Responding to Tragedy

RESPONDING TO TRAGEDY….When we learned yesterday that Cho Seung Hui, the Virginia Tech shooter, had been an “eccentric loner” who had written “disturbing” essays and plays, my heart sank. Here we go again, I thought. It’s going to be just like the aftermath of Columbine, when high schools around the country went crazy and started expelling kids who wore too much black, or who wrote compositions too full of teenage angst, or who affected a pose of rebellion that was just a bit too unnerving. It was an insane overreaction to a tragic event, and one that’s gone a long way toward virtually outlawing a lot of fairly normal teenage behavior.

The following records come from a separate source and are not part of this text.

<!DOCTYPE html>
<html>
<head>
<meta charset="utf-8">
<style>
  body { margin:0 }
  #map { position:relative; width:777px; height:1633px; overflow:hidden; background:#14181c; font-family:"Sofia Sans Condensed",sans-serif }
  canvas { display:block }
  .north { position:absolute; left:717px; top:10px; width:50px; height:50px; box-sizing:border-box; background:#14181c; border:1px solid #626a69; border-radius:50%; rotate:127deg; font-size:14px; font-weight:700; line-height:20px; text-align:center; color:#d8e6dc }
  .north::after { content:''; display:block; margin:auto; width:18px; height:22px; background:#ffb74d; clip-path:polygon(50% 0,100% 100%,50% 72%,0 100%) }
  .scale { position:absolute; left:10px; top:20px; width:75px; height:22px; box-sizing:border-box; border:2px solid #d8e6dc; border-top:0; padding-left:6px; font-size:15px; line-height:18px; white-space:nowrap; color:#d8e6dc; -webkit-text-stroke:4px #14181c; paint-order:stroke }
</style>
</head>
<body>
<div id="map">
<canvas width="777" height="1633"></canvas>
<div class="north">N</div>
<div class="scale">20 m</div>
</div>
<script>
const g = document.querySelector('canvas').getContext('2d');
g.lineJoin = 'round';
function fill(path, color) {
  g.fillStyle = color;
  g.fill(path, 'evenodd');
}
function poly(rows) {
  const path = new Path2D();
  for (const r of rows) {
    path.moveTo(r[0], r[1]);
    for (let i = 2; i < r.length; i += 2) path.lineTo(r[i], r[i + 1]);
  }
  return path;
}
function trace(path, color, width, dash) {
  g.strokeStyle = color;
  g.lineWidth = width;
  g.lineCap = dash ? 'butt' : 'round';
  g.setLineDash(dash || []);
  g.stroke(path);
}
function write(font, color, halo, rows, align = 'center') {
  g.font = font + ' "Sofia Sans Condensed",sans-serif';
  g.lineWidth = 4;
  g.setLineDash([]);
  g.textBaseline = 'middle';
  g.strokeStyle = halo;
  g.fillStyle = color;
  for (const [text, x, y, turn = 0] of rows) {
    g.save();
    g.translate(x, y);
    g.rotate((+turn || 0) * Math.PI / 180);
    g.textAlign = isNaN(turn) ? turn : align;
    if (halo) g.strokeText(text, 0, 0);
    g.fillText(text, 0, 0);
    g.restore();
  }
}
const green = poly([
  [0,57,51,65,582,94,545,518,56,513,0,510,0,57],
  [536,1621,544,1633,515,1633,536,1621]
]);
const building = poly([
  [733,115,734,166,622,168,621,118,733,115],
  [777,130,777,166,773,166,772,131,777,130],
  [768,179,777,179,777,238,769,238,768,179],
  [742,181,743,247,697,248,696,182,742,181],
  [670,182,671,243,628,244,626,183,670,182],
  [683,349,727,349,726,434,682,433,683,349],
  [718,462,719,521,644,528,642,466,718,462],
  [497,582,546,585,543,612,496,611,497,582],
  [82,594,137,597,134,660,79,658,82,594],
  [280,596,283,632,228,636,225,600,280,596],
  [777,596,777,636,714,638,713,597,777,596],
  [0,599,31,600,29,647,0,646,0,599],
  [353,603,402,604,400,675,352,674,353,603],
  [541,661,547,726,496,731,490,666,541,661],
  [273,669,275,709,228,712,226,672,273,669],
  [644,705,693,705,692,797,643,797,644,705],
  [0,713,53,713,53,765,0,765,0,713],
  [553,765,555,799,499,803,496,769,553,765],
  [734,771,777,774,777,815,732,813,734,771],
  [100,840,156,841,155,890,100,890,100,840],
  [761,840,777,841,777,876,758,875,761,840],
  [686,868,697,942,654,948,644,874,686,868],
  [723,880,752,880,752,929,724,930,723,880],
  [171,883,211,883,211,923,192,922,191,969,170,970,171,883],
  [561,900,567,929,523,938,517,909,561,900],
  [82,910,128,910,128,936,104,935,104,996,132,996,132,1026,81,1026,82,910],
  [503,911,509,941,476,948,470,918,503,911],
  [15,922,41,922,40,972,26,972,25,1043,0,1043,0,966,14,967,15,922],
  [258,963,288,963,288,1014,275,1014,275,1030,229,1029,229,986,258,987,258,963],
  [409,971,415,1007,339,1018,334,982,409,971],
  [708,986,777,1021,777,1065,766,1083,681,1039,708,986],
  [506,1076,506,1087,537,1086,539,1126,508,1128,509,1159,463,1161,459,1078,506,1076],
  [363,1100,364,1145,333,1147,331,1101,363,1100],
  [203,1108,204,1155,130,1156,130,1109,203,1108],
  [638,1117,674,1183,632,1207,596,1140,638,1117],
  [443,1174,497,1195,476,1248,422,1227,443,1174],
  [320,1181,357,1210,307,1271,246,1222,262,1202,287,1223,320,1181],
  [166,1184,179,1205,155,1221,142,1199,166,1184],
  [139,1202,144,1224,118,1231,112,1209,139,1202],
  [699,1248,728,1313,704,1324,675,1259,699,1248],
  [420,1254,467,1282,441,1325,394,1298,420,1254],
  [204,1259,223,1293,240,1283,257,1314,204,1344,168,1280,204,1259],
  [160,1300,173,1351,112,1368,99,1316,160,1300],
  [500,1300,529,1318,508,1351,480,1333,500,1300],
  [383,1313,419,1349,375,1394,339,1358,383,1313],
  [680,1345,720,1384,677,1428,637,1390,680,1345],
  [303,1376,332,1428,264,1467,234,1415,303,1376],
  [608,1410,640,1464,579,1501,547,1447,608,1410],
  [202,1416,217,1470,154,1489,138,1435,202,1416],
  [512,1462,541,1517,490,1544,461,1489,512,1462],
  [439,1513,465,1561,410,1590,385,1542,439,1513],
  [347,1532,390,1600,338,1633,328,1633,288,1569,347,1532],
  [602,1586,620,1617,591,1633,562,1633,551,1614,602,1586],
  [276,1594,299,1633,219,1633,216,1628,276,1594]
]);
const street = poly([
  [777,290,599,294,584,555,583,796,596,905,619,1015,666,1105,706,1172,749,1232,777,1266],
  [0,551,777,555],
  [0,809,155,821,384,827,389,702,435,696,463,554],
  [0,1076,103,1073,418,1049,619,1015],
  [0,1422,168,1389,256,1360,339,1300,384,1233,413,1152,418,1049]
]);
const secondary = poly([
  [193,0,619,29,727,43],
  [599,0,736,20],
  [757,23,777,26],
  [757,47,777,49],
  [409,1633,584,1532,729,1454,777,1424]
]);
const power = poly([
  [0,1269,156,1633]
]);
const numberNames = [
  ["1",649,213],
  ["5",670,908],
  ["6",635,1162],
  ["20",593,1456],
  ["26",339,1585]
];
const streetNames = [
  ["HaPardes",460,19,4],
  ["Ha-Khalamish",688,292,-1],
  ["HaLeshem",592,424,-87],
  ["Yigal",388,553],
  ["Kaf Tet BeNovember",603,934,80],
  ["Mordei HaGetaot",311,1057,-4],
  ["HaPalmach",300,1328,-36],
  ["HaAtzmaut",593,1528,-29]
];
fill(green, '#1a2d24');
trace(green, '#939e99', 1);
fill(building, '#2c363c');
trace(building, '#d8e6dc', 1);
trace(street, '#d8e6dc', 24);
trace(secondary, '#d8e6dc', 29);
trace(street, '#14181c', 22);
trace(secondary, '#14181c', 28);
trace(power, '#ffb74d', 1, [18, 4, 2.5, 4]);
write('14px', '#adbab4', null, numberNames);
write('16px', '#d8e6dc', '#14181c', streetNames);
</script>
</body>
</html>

But then the stories about Cho started dribbling out, and it turned out he was more than just an eccentric loner. He wrote poetry so disturbing that classmates refused to come to class and he ended up getting one-on-one tutoring. The tutor, Lucinda Roy, says she tried repeatedly to warn campus officials about Cho but was told there was nothing they could do. There were complaints two years ago from female students about harrassment. After the second one Cho was checked into a psychiatric hospital.

In other words, Cho’s behavior wasn’t merely eccentric. There really are good reasons to think that it might have been possible to do something prophylactic before Cho finally snapped and killed 32 students and professors two days ago. And it’s going to be perfectly reasonable to start thinking about ways this tragedy might have been stopped before it ever occurred.

All I can say is: I still hope everyone takes this very, very slowly. There might be lessons we can learn from Monday’s tragedy, but our first reactions are almost certain to be wrong. Probably our second reactions too. Whatever we do, let’s not make the cure worse than the disease.